Sunday Mornings Start With Café Pasado

Peruvian culture is ancient, distinctive, and diverse. Amazon villages, coast-hugging colonial cities, desert ruins, the remains of ancient cities on cool mountaintops… this country is rich in heritage. And so too is its coffee. It benefits from the jungle soil and high altitudes, gaining unique flavors. Peru’s also the world’s-largest exporter of organic coffee (according to the FAO).

Mercedes Parreño, who lives in Lima, tells me that she makes traditional café pasado every Sunday morning for her family, along with a breakfast of pork rinds and sweet potato.

A variation on drip coffee, café pasado requires a two-chambered coffee brewer with a filter in the middle. Ground coffee and hot water are added directly to the top chamber and, in the bottom, an “extract” of brewed coffee is collected. This can then, if the drinker wants, be added to a cup of hot milk.

Mercedes tells me that she learned how to make it from her grandmother. “My grandma used to make me a whole jar of café pasado,” she says. “When I arrived home, I could smell the coffee being prepared in the kitchen just for me. That’s love.”

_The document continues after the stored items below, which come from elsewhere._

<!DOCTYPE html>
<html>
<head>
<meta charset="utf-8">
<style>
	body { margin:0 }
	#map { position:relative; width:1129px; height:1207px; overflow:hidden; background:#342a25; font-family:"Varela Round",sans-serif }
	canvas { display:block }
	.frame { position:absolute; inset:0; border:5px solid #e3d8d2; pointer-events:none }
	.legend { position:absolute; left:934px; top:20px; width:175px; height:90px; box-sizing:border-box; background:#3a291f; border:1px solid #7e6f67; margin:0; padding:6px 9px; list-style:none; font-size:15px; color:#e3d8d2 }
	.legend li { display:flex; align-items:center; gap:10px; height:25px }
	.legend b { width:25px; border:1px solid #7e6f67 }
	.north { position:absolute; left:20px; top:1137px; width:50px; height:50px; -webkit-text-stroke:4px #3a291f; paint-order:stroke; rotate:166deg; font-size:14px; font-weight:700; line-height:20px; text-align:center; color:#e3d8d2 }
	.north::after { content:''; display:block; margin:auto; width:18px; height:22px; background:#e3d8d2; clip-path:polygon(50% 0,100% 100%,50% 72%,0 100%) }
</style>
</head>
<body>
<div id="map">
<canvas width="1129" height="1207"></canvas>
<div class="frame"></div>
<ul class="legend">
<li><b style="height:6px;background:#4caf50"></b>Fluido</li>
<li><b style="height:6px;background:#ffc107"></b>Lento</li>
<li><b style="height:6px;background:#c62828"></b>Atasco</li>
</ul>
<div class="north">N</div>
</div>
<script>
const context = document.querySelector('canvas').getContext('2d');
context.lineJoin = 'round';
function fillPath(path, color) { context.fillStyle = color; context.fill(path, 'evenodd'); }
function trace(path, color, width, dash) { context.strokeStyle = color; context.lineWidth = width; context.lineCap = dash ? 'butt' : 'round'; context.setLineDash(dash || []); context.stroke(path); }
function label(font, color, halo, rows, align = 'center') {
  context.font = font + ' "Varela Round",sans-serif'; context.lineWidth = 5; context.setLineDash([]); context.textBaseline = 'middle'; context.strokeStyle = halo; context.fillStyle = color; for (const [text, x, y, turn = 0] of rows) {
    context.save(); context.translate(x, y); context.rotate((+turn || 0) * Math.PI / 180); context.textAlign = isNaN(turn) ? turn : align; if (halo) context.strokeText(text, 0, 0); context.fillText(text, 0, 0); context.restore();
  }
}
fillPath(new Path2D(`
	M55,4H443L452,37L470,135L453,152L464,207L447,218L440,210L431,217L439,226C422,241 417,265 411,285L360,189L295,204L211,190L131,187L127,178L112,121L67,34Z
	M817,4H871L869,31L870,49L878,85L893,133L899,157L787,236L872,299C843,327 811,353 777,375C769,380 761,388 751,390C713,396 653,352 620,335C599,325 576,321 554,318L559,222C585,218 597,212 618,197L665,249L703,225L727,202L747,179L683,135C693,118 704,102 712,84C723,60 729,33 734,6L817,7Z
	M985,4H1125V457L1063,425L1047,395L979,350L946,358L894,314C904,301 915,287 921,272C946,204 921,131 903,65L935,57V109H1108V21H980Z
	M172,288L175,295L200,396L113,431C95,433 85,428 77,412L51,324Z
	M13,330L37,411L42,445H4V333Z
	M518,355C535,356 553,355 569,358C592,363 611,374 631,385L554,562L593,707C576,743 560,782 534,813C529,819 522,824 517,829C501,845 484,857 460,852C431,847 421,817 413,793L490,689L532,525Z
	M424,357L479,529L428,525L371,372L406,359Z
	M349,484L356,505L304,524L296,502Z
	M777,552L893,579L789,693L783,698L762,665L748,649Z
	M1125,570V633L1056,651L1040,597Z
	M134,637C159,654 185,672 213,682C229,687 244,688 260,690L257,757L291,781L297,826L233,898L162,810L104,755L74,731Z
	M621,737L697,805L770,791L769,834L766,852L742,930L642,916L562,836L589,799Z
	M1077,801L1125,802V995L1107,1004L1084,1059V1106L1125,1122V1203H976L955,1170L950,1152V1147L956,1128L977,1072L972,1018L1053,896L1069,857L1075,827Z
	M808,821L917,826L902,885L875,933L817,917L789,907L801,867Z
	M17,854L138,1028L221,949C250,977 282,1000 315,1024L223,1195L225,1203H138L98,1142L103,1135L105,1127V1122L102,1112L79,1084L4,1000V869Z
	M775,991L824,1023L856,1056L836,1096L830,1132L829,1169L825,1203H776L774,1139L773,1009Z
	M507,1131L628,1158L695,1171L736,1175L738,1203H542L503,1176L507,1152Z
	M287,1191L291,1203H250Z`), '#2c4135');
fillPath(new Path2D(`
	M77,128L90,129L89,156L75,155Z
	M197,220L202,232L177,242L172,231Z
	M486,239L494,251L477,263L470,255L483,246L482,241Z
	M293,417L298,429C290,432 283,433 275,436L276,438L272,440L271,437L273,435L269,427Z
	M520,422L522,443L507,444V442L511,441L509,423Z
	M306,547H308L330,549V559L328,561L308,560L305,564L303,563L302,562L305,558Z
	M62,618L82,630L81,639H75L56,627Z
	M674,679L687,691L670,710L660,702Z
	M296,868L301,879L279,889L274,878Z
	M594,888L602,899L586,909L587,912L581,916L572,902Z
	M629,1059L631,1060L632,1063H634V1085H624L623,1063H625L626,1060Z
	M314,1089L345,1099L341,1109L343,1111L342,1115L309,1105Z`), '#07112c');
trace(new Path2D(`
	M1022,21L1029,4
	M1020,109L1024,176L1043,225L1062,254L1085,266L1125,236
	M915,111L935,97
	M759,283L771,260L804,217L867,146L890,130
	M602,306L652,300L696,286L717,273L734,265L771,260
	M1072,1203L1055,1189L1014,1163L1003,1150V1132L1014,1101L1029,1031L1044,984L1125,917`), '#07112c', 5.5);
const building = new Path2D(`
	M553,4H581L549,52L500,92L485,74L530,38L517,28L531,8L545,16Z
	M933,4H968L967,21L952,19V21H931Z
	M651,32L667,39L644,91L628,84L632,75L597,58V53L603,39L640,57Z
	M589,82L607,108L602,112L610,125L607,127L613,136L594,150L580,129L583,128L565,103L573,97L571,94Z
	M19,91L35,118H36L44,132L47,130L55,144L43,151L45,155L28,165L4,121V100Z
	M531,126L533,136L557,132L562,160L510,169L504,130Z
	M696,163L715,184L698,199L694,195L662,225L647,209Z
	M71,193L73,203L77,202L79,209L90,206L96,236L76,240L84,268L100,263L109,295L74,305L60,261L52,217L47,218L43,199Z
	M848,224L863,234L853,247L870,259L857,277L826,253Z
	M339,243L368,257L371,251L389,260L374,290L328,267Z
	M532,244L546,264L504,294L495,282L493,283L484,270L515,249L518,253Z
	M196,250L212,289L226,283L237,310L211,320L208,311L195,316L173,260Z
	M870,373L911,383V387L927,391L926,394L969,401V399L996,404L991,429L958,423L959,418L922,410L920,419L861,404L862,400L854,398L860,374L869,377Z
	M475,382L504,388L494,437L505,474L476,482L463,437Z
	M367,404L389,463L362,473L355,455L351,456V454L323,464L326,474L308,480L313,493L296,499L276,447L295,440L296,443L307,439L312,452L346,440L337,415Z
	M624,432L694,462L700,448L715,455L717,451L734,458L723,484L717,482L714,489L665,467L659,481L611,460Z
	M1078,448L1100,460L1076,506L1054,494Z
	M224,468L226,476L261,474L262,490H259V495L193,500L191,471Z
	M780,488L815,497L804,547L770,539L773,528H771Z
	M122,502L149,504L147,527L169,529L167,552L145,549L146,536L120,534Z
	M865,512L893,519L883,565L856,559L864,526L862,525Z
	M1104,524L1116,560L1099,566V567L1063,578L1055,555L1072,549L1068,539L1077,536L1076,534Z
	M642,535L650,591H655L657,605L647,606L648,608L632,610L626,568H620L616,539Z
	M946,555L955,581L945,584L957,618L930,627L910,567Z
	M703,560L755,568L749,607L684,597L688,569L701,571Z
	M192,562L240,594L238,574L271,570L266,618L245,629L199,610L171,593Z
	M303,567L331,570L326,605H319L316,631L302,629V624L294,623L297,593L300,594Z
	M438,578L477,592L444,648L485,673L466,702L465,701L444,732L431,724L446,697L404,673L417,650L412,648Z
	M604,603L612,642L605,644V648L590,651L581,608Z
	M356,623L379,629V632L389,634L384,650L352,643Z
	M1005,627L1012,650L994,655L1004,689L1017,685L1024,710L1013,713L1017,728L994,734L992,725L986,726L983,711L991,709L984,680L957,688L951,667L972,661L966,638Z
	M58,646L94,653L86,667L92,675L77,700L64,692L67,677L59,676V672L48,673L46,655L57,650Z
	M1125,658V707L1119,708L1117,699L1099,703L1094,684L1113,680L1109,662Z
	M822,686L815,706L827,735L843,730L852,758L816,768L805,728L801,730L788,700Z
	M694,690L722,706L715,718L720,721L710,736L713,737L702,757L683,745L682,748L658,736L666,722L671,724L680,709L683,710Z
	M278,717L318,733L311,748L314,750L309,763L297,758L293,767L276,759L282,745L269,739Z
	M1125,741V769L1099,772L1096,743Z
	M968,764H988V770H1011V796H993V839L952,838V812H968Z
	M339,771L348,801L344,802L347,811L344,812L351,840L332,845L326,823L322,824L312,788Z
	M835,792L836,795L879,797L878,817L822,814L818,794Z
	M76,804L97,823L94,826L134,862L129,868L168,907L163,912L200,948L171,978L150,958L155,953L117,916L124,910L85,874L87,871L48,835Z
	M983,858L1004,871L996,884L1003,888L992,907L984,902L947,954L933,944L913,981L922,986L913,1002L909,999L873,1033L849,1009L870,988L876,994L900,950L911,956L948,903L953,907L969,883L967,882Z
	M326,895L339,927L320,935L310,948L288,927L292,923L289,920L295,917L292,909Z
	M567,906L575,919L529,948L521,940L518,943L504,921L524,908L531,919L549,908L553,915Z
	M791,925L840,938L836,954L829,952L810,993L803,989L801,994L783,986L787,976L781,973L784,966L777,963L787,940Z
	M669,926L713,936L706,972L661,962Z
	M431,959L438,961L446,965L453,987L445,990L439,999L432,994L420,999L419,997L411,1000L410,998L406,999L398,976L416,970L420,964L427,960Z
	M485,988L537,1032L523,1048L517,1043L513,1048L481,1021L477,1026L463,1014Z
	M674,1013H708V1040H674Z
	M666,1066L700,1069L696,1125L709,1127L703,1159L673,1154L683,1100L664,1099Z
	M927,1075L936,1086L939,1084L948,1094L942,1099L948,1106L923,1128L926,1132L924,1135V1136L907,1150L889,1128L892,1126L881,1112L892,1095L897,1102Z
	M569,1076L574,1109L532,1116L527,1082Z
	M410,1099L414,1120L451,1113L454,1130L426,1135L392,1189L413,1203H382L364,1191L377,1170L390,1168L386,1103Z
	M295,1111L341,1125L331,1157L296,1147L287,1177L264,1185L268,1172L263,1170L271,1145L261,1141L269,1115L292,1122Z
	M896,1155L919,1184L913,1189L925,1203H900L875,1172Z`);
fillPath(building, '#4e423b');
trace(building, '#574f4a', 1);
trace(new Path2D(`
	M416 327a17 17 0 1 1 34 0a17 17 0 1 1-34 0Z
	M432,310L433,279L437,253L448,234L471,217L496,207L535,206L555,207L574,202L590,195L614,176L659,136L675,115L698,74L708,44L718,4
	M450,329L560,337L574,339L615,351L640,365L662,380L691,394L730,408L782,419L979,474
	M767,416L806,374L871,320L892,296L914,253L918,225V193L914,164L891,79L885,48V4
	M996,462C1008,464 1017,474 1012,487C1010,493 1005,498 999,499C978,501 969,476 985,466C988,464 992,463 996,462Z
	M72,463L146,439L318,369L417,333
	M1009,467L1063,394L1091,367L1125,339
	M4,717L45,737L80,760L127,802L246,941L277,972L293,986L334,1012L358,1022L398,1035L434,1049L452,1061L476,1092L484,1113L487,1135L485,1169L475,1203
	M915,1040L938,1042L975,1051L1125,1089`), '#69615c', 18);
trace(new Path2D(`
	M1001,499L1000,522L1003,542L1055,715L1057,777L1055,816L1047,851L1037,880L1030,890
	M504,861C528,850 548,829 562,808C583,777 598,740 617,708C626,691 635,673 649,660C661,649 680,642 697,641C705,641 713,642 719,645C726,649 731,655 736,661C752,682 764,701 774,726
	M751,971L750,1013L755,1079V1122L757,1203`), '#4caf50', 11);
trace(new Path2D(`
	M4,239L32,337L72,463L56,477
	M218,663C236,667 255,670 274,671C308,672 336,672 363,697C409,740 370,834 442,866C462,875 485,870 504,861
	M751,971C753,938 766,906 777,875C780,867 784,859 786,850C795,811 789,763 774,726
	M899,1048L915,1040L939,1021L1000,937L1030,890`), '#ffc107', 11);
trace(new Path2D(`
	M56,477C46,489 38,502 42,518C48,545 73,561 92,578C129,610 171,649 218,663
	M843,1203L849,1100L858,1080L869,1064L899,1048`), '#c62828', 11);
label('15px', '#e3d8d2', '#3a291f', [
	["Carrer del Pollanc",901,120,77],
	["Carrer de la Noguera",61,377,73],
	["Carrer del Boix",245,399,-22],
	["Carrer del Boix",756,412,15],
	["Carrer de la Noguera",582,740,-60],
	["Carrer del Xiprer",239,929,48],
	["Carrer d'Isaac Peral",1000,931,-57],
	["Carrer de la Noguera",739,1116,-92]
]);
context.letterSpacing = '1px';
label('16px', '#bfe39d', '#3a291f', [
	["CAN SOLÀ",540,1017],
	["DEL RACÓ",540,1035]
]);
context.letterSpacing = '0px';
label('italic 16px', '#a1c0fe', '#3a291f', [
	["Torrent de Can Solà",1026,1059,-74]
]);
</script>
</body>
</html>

Now, she makes café pasado for her little niece Alba, passing down the tradition. And soon, Alba will learn how to make it herself, ready to pass it on to the next generation.

Machu Picchu

Machu Picchu, Peru. Credit: Abraham Osorio

These traditional recipes are not just about coffee. They are about daily life, identity, family, and loved ones. When my interviewees – who are also my friends – tell me about their recipes, it’s not the water weight or number of grounds they emphasize. It’s about who they’re making the coffee for and what it means to them.

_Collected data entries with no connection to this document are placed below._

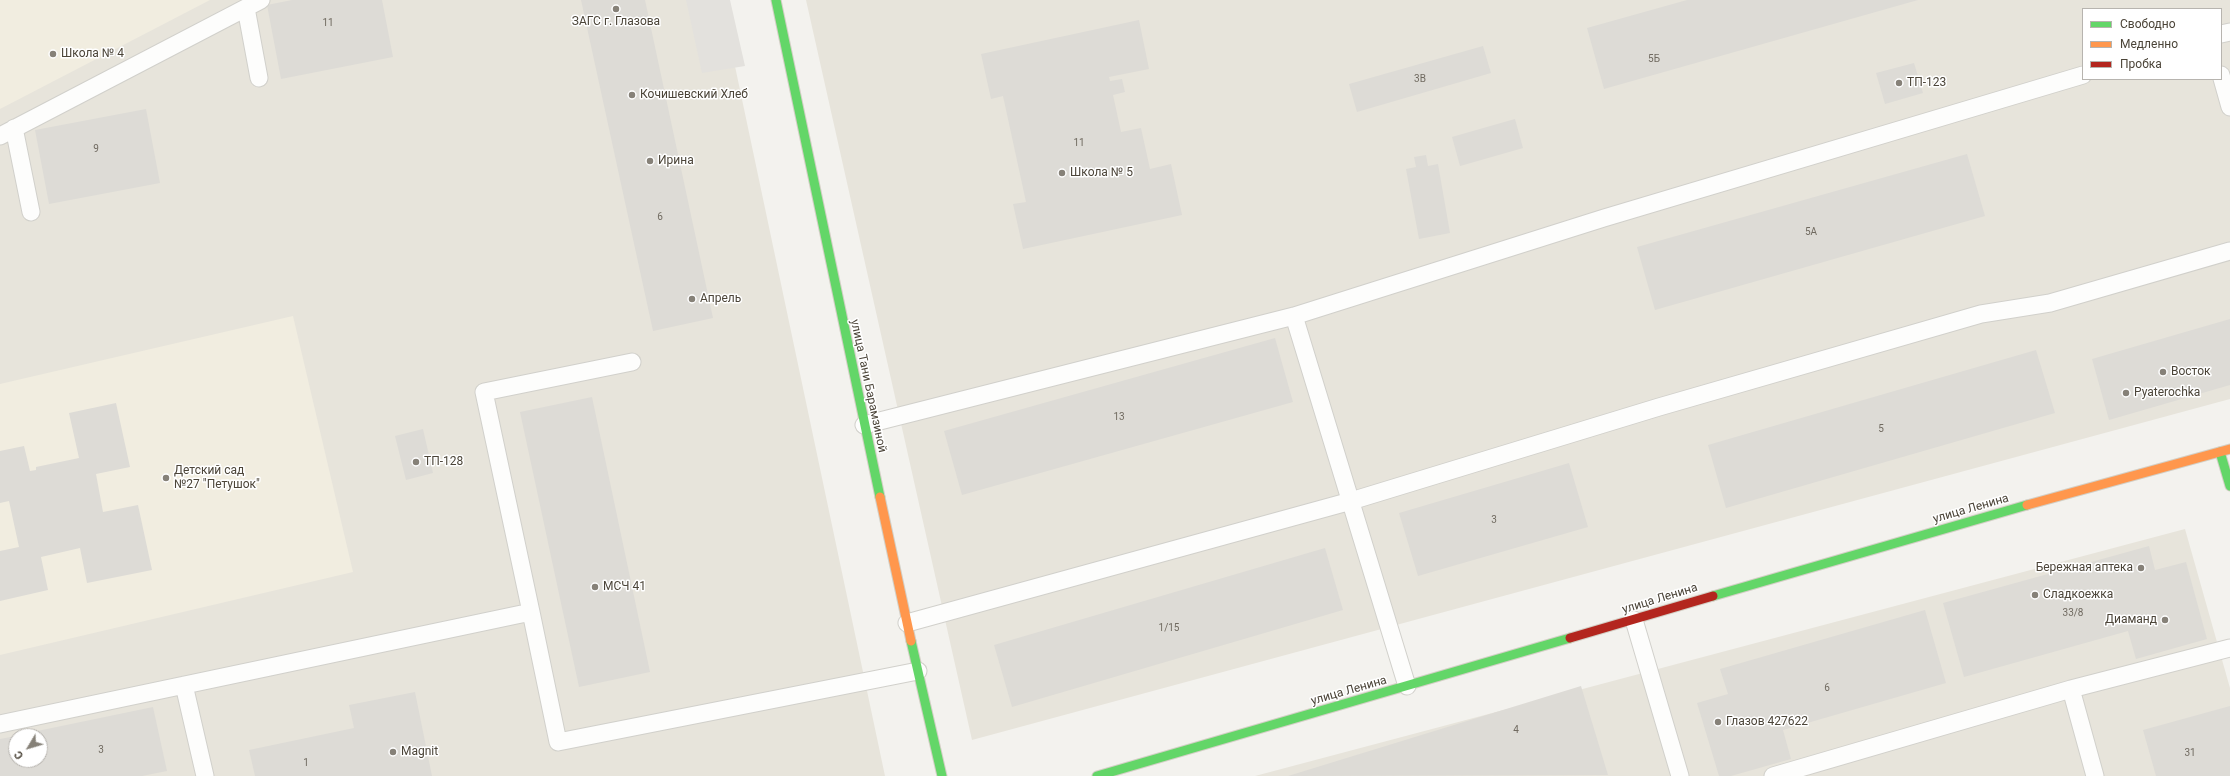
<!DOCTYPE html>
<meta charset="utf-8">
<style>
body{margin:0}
#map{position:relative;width:2230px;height:776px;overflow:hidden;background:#f3f2ee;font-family:Roboto,sans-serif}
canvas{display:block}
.legend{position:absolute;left:2082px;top:8px;width:140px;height:72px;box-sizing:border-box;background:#fff;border:1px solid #b7b4af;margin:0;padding:5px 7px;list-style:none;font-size:12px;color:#4b4438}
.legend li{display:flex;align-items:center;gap:8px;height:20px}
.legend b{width:20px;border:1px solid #b7b4af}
.north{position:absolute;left:8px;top:728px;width:40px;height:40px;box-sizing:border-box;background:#fff;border:1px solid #b7b4af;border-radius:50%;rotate:232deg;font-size:11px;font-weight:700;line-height:16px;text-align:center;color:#4b4438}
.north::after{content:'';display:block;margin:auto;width:14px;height:18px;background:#868178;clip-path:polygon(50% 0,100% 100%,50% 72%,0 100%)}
</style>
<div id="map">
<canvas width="2230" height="776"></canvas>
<ul class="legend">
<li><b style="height:5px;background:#63d668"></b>Свободно</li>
<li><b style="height:5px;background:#ff974d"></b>Медленно</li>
<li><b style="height:5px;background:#b3261e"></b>Пробка</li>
</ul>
<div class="north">С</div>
</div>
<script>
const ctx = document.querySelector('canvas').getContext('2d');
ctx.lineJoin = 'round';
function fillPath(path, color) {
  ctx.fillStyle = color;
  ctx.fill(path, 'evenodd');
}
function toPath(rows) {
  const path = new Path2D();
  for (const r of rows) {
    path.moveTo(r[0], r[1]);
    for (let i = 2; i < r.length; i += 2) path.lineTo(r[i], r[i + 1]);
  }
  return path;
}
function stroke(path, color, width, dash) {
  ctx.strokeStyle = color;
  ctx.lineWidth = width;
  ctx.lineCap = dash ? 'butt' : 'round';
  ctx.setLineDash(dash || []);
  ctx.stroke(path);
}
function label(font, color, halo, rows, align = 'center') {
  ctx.font = font + ' Roboto,sans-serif';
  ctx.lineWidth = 3;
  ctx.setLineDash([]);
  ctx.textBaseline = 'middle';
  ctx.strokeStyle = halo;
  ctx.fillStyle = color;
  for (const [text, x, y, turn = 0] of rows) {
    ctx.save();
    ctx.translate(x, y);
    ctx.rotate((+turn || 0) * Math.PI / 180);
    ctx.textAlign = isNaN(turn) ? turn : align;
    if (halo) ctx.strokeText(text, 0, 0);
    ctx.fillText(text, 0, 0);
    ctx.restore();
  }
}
fillPath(toPath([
 [0,0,721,0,885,776,0,776],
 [16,736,40,736,40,760,16,760],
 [806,0,2230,0,2230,399,972,740],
 [2083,9,2221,9,2221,79,2083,79],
 [2185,529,2230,688,2230,776,1255,776]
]), '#e7e4db');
fillPath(toPath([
 [0,0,210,0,0,109],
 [293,316,353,572,0,655,0,384]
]), '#f1ede0');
fillPath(toPath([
 [686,0,730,0,745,66,702,73]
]), '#e3e1dd');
fillPath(toPath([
 [292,0,382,0,393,57,281,79,267,5],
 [581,0,645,0,713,318,653,331],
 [1687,0,1918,0,1604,89,1587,28],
 [1139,20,1149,69,1109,77,1110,81,1122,79,1125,92,1113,95,1121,132,1141,128,1150,169,1171,164,1182,215,1023,249,1013,204,1026,202,1003,96,991,99,981,54],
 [1483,46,1491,73,1357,112,1349,84],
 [1914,63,1923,93,1885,104,1876,73],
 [146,109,160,183,49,204,35,130],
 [1515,119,1523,148,1460,166,1452,137],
 [1967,154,1985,216,1655,310,1637,247],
 [1426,155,1428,166,1438,164,1450,233,1419,239,1406,169,1416,167,1414,157],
 [2230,319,2230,385,2109,420,2092,359],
 [1275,338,1293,402,962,495,944,431],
 [2036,350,2055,413,1726,508,1708,445],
 [592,397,650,672,579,687,520,412],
 [116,403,130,467,96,474,103,512,138,505,152,570,87,583,80,548,41,557,48,590,0,601,0,551,19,547,9,501,0,503,0,451,24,446,30,471,36,470,36,467,79,458,69,413],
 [423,429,433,473,406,480,395,436],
 [1569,463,1588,527,1418,576,1399,513],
 [2149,546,2155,570,2186,562,2207,639,2136,659,2128,631,1964,677,1943,603],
 [1325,548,1343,610,1012,707,994,645],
 [1925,610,1946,683,1783,730,1791,759,1731,776,1719,776,1697,703,1728,694,1720,669],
 [1581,686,1608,775,1288,776],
 [415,692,432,776,255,776,249,750,354,728,349,705],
 [2230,706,2230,776,2156,776,2143,730],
 [153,707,167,771,142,776,0,776,0,739,16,736,16,760,40,760,40,736,18,735]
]), '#dddbd6');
const lane = toPath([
 [246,8,259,78],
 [2221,34,2230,32],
 [2221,75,2230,107],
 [14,128,31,212],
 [0,136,261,0],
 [1294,316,1407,686],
 [864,425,1294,316,1604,218,2083,75],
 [531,612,484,392,632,362],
 [1634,620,1680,776],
 [907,623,1351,501,1659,407,1981,314,2050,303,2230,251],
 [184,685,205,776],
 [2071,689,2095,776],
 [0,724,531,612,558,742,918,671],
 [1773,776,2071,689,2230,648]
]);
const fast = toPath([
 [776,0,880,497],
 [2220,452,2230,486],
 [1713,596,2027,505],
 [911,641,942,776],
 [1097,776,1570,638]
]);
const slow = toPath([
 [880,497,911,641],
 [2027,505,2230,449]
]);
const jam = toPath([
 [1570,638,1713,596]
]);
stroke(lane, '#d1d0cb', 19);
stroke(fast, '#d3cfc5', 11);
stroke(slow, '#d3cfc5', 11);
stroke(jam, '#d3cfc5', 11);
stroke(lane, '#fdfdfc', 17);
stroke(fast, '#63d668', 9);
stroke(slow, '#ff974d', 9);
stroke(jam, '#b3261e', 9);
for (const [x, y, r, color] of [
 [616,9,4,"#868178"],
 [53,54,4,"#868178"],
 [1899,83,4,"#868178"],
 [632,95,4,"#868178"],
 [650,161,4,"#868178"],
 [1062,173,4,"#868178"],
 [692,299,4,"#868178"],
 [2163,372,4,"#868178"],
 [2126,393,4,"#868178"],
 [416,462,4,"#868178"],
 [166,478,4,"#868178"],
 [2141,568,4,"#868178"],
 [595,587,4,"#868178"],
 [2035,595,4,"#868178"],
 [2165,620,4,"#868178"],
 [1718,722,4,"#868178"],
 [393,752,4,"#868178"]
]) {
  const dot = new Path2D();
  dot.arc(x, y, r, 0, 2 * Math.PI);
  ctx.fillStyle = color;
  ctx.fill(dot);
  stroke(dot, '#fff', 1.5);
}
label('10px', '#706a60', null, [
 ["11",328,23],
 ["5Б",1654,59],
 ["3В",1420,79],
 ["11",1079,143],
 ["9",96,149],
 ["6",660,217],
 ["5А",1811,232],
 ["13",1119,417],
 ["5",1881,429],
 ["3",1494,520],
 ["33/8",2073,613],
 ["1/15",1169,628],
 ["6",1827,688],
 ["4",1516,730],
 ["3",101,750],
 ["31",2190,753],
 ["1",306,763]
]);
label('12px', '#4b4438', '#fff', [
 ["ЗАГС г. Глазова",616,22,"center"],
 ["Школа № 4",61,54],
 ["ТП-123",1907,83],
 ["Кочишевский Хлеб",640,95],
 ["Ирина",658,161],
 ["Школа № 5",1070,173],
 ["Апрель",700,299],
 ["Восток",2171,372],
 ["Pyaterochka",2134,393],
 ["ТП-128",424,462],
 ["Детский сад",174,471],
 ["№27 \"Петушок\"",174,485],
 ["Бережная аптека",2133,568,"right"],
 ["МСЧ 41",603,587],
 ["Сладкоежка",2043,595],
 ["Диаманд",2157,620,"right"],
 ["Глазов 427622",1726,722],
 ["Magnit",401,752]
], 'left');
label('12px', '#4b4438', '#fff', [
 ["улица Тани Барамзиной",868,386,78],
 ["улица Ленина",1971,509,-16],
 ["улица Ленина",1660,599,-17],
 ["улица Ленина",1349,691,-16]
]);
</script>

Tinto, chorreado, pasado: they tie together the communities that brew and drink them. Their value is not just in their recipe but in what they represent.

Whether you’re drinking Costa Rican or Ethiopian beans, a natural processed Bourbon or a washed processed Caturra-Catuai blend, a V60 in your local third wave coffee shop or a traditional brew at home, one thing holds true: coffee is about the experience and the people we share it with.

All interviews conducted in Spanish and translated by the author.